Seventy-four political parties and thirty-four armed movements joined the dialogue. Three armed rebel groups refused to sign the National Document; the JEM, the SLA, and the SPLM-N, but the opportunity for them to sign will remain open. The political side of the dialogue was conducted in the “seven plus seven plus one” discussions between the NCP and the opposition parties and movements. For the society at large, tribal leaders, religious groups, NGOs, unions, civil society, respected individuals, and citizens were invited to join the dialogue. Women represented a large minority-33% of participants in the process.
Sudanese from all parties and sections of society are hopeful that National Dialogue will finally lead to peace and stability in Sudan, which has been hampered by internal strife for approximately fifty of their sixty years of independence.


image copyright L. Freeman

A new constitution will be written with new laws to embody the fresh conceptions that have emerged from this multi-year process.

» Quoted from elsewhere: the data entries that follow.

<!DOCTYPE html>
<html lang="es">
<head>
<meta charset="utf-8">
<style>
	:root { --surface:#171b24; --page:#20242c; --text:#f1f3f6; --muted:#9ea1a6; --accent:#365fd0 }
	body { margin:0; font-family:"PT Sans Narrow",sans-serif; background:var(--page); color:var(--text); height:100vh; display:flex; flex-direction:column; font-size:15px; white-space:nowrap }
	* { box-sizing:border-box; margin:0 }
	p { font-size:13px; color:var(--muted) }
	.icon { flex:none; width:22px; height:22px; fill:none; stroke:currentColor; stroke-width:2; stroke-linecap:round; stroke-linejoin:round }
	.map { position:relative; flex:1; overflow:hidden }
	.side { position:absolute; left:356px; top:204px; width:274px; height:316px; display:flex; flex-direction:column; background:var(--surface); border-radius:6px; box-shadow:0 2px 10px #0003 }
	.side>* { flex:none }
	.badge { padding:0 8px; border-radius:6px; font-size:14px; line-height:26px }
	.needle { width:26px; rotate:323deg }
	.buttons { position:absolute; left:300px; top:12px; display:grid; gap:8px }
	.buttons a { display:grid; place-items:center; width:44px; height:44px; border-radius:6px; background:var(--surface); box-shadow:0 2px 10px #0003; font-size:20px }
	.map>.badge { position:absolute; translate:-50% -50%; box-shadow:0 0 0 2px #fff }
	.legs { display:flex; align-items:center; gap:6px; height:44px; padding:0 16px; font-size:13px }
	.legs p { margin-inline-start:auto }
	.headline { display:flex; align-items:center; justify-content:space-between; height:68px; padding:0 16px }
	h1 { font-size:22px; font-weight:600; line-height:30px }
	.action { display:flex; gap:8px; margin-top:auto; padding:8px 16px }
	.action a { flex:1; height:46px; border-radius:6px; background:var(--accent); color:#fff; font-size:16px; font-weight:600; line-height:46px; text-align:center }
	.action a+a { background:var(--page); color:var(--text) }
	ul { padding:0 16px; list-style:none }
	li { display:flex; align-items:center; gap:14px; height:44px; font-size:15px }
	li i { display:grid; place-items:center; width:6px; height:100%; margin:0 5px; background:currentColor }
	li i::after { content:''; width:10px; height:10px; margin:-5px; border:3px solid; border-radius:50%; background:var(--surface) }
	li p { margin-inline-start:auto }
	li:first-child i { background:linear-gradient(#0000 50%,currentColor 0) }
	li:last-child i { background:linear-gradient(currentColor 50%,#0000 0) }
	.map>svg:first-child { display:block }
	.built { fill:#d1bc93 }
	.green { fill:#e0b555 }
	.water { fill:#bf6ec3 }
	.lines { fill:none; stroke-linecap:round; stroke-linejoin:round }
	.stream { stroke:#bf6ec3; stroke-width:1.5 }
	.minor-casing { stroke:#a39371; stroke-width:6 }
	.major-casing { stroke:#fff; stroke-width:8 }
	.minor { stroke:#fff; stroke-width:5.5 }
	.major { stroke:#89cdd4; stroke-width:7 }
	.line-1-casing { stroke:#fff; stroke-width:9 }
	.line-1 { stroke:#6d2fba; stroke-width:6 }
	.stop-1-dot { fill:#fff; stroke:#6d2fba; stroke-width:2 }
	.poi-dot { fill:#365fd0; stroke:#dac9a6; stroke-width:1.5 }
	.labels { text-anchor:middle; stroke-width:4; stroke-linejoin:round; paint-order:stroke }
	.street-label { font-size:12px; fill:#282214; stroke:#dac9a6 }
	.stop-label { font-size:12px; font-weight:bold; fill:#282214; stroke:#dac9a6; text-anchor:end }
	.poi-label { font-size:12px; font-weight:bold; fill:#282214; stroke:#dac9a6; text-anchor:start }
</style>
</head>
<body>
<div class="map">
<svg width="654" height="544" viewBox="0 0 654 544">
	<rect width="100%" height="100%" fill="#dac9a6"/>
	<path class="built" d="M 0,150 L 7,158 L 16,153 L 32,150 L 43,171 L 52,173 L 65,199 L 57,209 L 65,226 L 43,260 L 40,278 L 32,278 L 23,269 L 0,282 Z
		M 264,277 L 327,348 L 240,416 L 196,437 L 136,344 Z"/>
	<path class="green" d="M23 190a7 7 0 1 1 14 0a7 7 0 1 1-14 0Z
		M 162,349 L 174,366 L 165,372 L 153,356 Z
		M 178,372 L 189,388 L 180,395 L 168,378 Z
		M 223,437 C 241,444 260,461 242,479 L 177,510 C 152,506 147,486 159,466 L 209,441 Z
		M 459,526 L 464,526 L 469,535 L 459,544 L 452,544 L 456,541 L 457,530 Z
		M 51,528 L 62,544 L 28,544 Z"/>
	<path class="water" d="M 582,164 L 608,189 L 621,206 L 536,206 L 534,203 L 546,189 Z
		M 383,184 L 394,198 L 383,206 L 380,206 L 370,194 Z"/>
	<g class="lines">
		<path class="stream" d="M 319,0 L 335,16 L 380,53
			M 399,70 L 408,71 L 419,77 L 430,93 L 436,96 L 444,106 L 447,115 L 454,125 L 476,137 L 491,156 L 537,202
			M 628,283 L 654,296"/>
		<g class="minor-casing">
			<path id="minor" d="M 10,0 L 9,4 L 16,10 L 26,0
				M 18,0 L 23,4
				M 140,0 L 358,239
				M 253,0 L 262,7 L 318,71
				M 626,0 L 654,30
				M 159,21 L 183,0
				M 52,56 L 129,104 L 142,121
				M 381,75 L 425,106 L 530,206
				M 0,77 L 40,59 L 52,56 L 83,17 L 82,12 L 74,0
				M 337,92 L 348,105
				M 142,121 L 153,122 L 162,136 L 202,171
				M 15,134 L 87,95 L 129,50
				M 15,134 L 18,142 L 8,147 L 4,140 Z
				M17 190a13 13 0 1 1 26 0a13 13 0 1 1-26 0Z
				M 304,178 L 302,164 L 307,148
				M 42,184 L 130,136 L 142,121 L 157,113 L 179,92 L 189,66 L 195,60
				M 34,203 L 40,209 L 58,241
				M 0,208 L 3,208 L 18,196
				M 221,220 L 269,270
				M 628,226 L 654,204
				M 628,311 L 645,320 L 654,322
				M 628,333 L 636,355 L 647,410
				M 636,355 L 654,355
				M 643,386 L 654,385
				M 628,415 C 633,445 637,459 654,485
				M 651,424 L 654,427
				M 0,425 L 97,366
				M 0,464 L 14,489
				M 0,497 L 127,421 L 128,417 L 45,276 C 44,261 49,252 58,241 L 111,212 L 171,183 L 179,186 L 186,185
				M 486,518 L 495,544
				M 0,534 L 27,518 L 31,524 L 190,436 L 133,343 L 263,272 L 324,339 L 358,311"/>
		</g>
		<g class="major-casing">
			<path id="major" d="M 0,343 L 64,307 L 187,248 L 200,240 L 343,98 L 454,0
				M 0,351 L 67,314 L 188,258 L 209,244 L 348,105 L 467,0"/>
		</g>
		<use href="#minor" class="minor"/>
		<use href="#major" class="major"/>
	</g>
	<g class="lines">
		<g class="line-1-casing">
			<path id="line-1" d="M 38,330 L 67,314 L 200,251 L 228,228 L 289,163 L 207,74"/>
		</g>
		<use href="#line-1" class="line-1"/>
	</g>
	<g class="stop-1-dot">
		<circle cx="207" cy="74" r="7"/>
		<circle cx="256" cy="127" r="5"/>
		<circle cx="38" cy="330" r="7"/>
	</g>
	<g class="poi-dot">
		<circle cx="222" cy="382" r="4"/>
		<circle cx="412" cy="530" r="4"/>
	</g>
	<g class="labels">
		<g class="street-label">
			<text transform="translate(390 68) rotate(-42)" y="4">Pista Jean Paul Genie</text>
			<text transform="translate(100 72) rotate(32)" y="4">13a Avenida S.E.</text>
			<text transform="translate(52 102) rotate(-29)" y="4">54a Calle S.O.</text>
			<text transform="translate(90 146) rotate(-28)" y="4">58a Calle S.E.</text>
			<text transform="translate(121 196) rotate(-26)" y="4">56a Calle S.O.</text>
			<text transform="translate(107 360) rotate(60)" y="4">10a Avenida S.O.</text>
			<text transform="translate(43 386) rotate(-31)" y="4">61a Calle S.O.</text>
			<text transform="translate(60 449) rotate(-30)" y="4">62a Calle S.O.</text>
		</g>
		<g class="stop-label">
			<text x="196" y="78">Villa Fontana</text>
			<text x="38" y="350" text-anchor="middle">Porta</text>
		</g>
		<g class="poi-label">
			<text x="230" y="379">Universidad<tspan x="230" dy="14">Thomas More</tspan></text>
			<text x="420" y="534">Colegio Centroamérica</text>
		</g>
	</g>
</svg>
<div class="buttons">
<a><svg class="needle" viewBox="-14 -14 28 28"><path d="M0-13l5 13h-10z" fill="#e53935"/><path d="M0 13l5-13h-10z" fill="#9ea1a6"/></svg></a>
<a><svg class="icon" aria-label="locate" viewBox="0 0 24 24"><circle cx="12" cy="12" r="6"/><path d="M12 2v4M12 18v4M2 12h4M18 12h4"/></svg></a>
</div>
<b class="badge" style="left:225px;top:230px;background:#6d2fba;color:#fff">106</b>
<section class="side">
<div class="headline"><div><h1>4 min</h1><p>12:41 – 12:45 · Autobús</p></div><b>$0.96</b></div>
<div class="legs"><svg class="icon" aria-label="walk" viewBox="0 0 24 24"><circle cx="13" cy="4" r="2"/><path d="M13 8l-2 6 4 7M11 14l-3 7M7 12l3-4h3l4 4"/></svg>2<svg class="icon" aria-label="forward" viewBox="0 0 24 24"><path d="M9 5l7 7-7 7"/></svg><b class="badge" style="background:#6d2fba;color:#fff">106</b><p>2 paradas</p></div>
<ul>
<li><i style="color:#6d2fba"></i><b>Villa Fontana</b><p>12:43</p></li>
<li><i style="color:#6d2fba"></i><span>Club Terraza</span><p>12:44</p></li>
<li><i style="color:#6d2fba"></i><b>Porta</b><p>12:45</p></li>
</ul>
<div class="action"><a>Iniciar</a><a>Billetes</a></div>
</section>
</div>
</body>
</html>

Supported by the platform created by the National Dialogue, Sudan has a propitious moment to articulate and implement a visionary national economic program to realize its full economic potential and lift its people out of poverty.

To help unify the nation, which has suffered from years of civil conflict, all parties should coalesce around a program for investment in the most vital categories of infrastructure; electrical power, railroads, water management, roads and finally cultivate Sudan’s huge amount of fertile land that has never been fully exploited. Such an infrastructure led developmental approach will not only increase the productivity of the economy for the benefit of all citizens, but will provide meaningful productive employment that will give the youth hope for the future.
Sudan’s current participation in China’s Maritime Silk Road through Port Sudan provides an advantage for economic growth as China’s “One Belt-One Road” global infrastructure policy is already transforming the world. President, Xi Jinping has announced China’s intention to eliminate poverty in Africa. Let the New Sudan adopt this mission as well.